[SOURCE MATERIAL Boundary: Start]

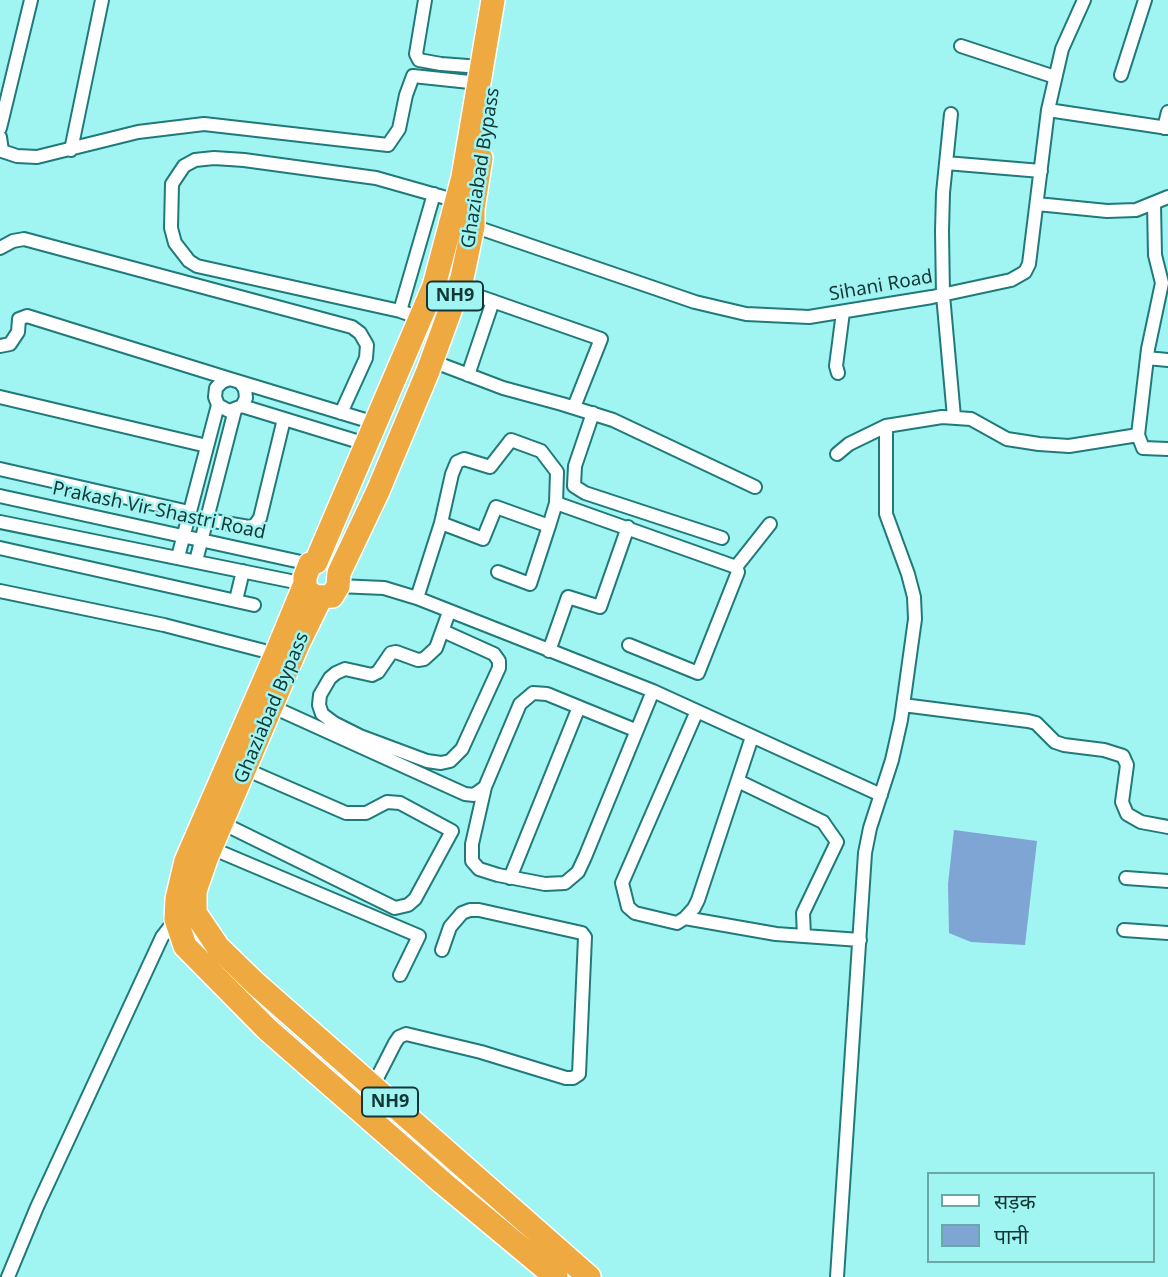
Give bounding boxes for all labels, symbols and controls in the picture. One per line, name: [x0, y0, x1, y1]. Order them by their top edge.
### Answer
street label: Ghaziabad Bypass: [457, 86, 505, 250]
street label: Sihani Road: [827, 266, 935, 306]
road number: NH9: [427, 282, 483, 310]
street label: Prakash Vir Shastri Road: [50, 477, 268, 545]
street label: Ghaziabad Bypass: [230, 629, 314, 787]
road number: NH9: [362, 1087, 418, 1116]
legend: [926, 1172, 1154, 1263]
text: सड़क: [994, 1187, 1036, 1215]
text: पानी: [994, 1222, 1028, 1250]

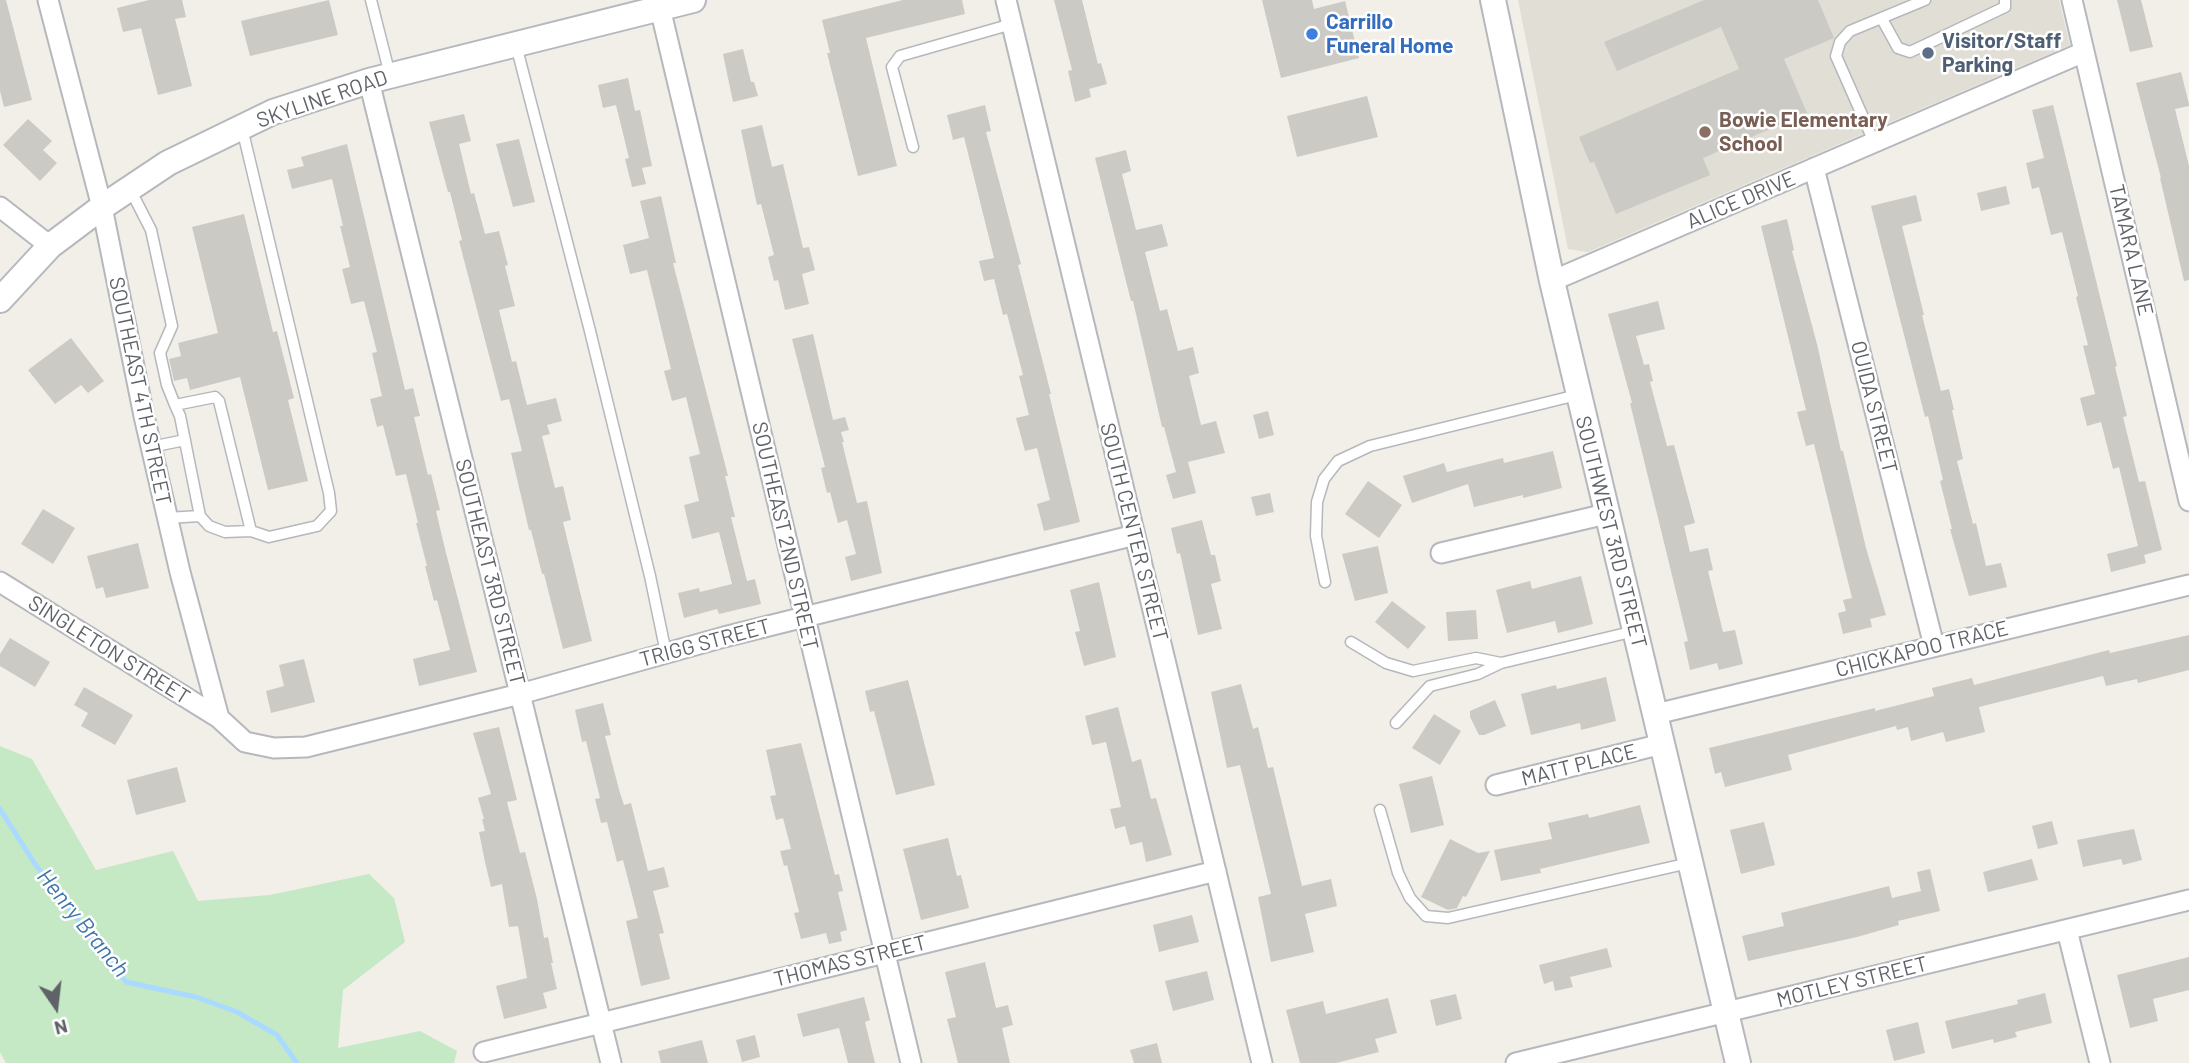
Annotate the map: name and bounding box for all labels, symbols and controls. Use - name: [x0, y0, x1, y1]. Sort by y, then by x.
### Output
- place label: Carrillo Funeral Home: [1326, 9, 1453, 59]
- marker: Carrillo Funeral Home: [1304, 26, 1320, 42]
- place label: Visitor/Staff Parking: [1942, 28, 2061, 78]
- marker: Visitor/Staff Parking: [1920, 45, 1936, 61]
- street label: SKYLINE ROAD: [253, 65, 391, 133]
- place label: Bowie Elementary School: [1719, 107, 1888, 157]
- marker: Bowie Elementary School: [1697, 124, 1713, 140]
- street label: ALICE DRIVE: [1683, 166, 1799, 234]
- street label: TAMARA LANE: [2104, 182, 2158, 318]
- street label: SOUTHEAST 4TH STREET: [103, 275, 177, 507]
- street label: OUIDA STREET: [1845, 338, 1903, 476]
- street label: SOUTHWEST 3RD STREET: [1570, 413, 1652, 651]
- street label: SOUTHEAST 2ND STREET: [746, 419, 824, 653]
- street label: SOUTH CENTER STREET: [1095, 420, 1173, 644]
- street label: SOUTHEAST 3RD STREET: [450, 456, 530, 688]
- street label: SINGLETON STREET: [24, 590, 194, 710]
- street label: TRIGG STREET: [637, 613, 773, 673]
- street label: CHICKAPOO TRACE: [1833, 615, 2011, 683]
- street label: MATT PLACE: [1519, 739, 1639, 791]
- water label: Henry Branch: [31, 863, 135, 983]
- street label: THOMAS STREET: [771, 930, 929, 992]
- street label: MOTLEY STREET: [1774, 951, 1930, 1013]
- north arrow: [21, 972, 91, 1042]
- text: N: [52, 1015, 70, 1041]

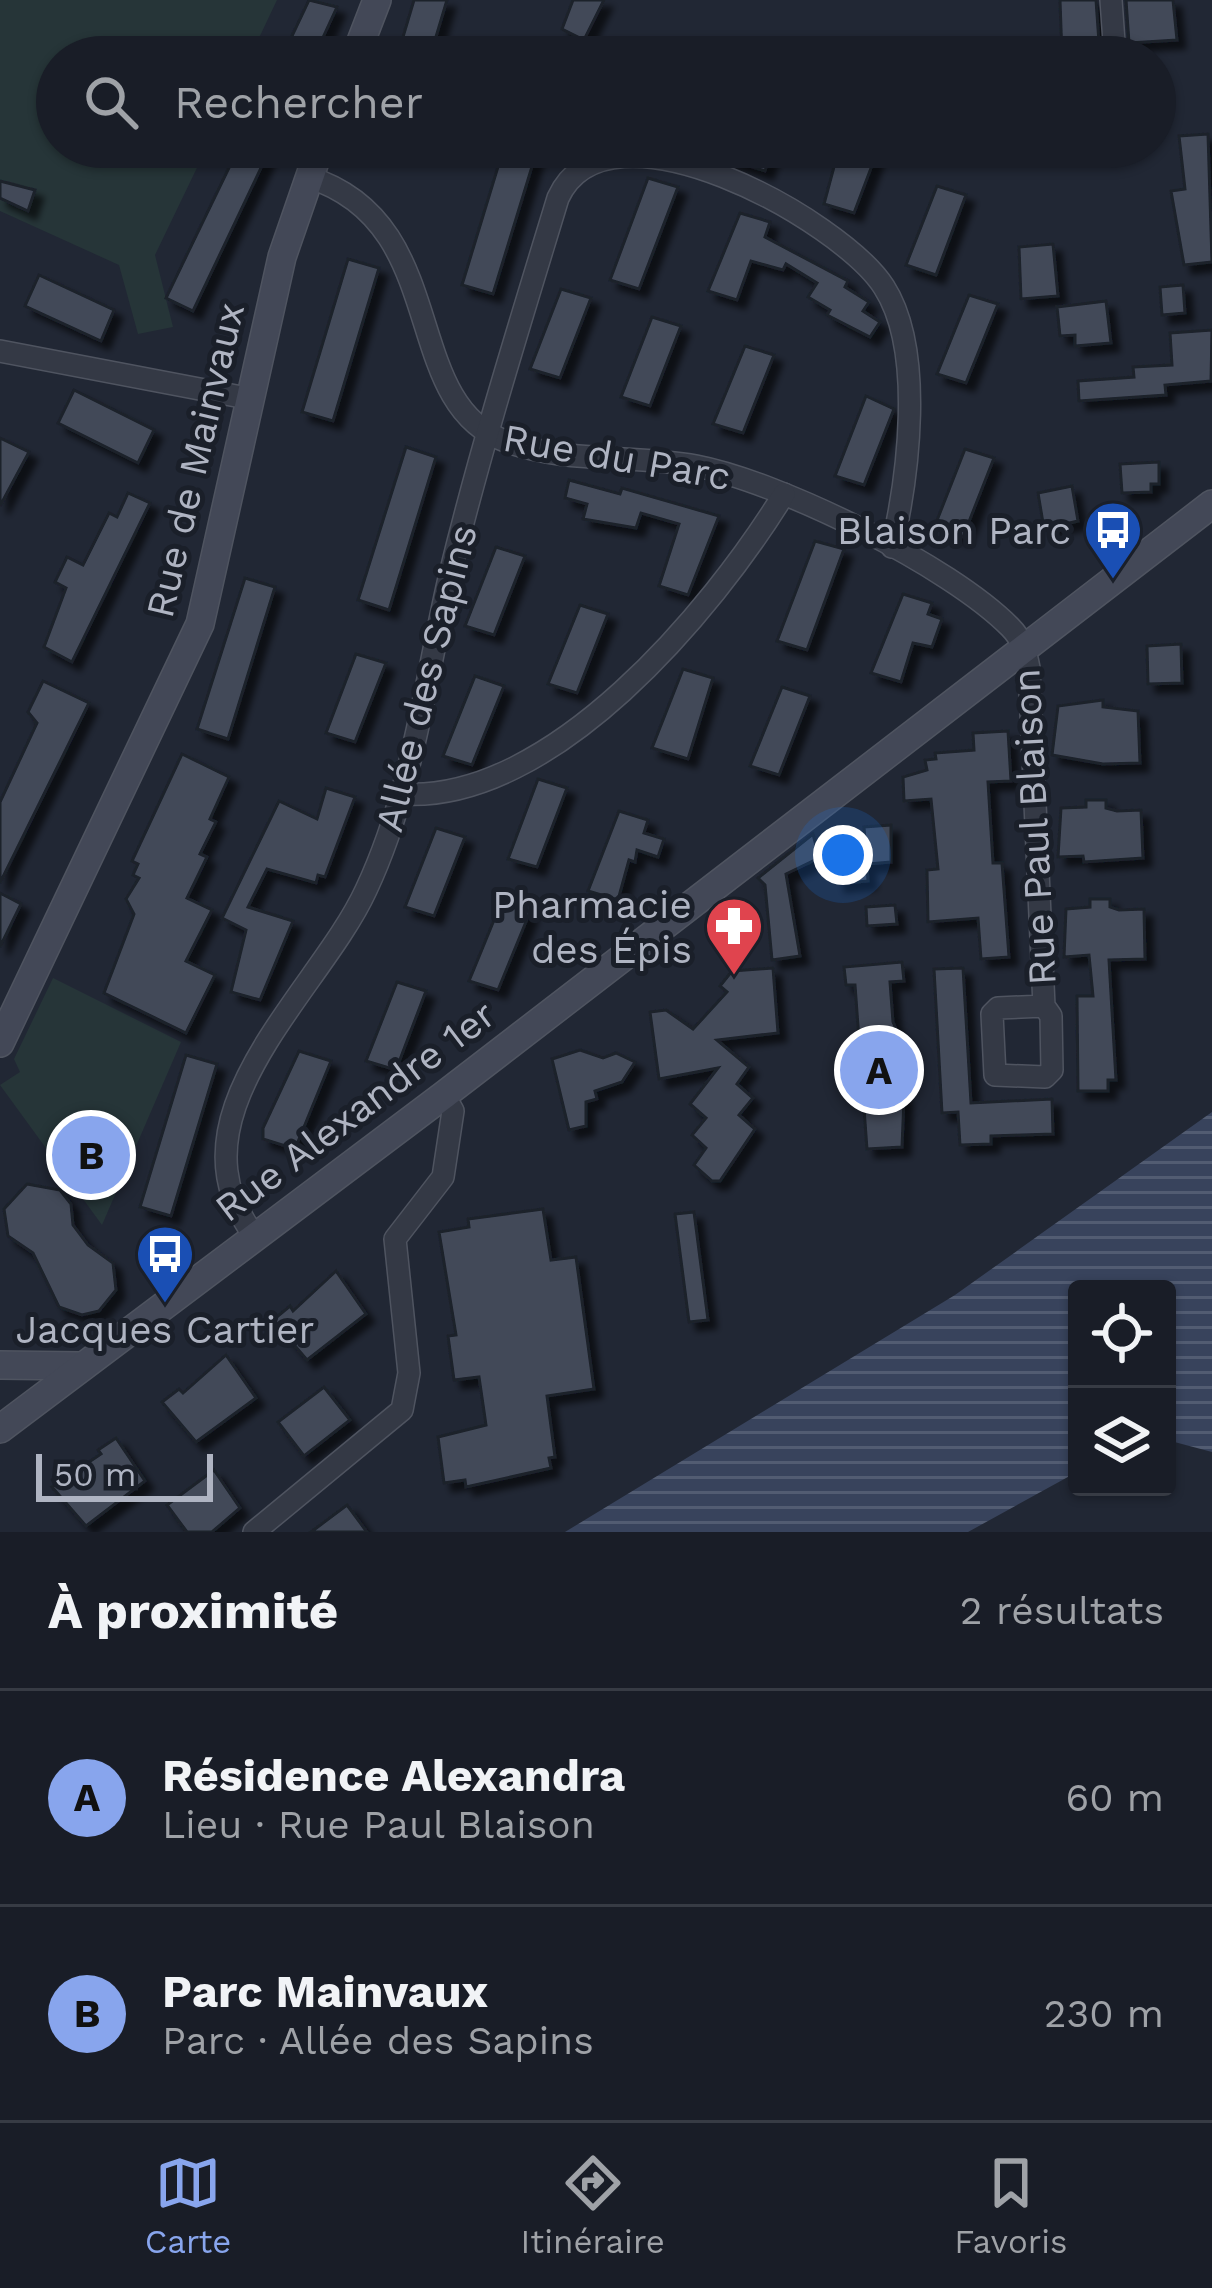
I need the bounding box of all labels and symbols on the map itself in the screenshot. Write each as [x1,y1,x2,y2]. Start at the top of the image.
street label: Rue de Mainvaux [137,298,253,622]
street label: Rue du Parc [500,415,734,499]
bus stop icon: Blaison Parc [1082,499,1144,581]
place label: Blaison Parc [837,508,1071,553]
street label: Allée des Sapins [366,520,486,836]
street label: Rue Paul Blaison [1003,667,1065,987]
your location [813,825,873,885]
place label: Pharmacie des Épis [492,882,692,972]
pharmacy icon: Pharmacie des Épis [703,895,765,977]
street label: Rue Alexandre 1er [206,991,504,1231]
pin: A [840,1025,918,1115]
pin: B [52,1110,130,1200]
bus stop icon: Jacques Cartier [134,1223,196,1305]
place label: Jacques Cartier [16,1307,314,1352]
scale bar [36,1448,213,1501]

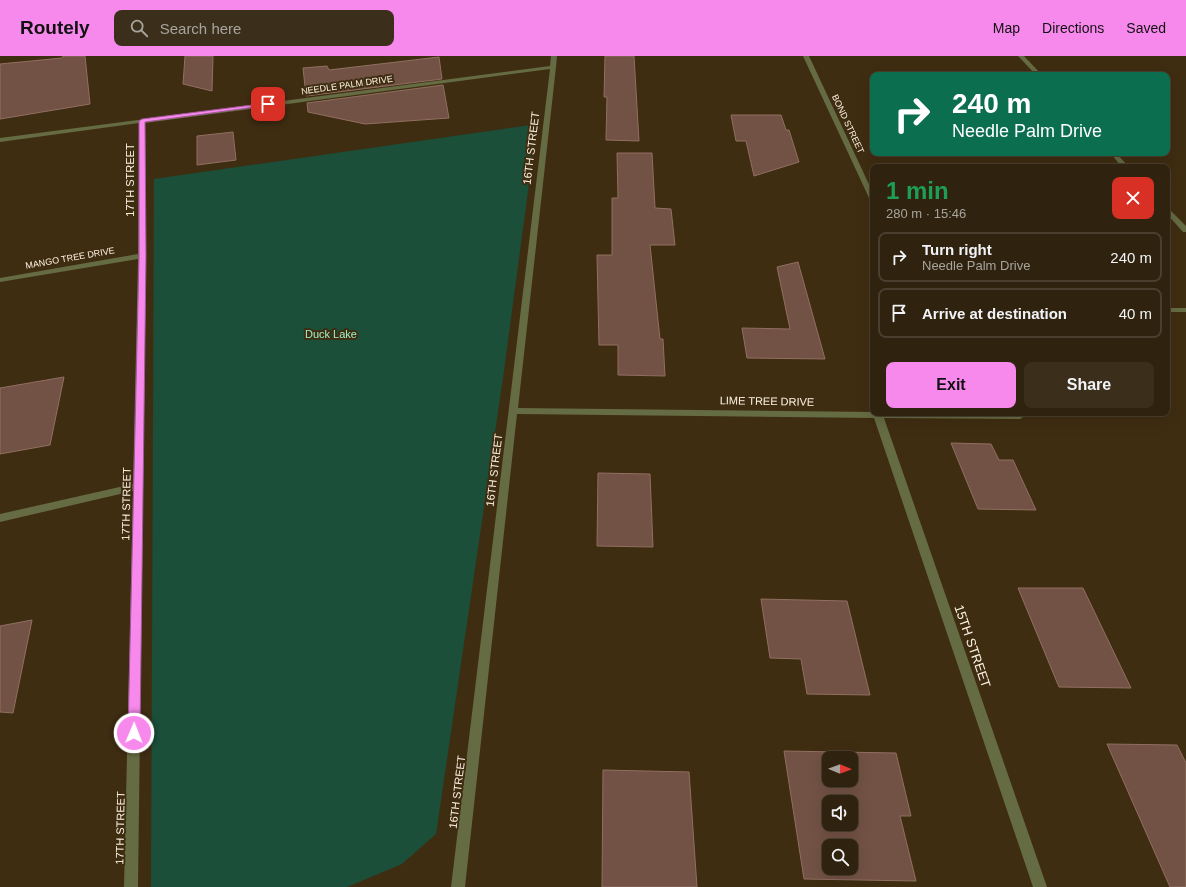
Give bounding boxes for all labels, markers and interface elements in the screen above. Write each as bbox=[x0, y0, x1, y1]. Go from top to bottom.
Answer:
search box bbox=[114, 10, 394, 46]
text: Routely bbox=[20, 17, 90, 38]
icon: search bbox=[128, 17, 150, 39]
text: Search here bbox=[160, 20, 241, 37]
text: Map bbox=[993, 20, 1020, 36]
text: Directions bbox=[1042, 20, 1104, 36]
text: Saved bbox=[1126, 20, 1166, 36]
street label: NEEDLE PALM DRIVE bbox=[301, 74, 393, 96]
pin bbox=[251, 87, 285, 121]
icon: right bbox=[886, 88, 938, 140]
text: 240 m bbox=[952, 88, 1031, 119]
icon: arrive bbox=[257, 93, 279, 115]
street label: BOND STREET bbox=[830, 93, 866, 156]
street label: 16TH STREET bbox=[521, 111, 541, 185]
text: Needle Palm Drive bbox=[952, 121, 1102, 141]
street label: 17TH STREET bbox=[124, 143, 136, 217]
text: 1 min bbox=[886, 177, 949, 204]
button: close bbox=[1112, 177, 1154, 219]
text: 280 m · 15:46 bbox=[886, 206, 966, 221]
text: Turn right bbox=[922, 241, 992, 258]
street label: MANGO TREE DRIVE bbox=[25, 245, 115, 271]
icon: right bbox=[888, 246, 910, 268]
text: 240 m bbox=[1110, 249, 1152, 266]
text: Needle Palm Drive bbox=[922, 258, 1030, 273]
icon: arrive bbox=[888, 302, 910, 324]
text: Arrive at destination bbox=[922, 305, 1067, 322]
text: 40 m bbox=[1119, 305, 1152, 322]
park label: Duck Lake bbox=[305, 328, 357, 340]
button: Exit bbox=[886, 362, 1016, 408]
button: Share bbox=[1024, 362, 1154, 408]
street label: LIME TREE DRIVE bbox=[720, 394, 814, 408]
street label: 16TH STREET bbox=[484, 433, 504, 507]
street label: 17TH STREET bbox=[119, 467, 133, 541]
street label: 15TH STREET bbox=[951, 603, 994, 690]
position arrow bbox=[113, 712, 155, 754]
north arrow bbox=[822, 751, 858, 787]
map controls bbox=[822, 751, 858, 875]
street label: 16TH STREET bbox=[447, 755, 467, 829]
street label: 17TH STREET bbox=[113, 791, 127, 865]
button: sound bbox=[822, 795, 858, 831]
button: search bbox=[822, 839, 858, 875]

[SOURCE MATERIAL Boundary: End]

• [EXERCISE INSTRUCTIONS]: What lines above hold the word "Staff"? List them all.

• [EXERCISE ANSWER]:
- place label: Visitor/Staff Parking: [1942, 28, 2061, 78]
- marker: Visitor/Staff Parking: [1920, 45, 1936, 61]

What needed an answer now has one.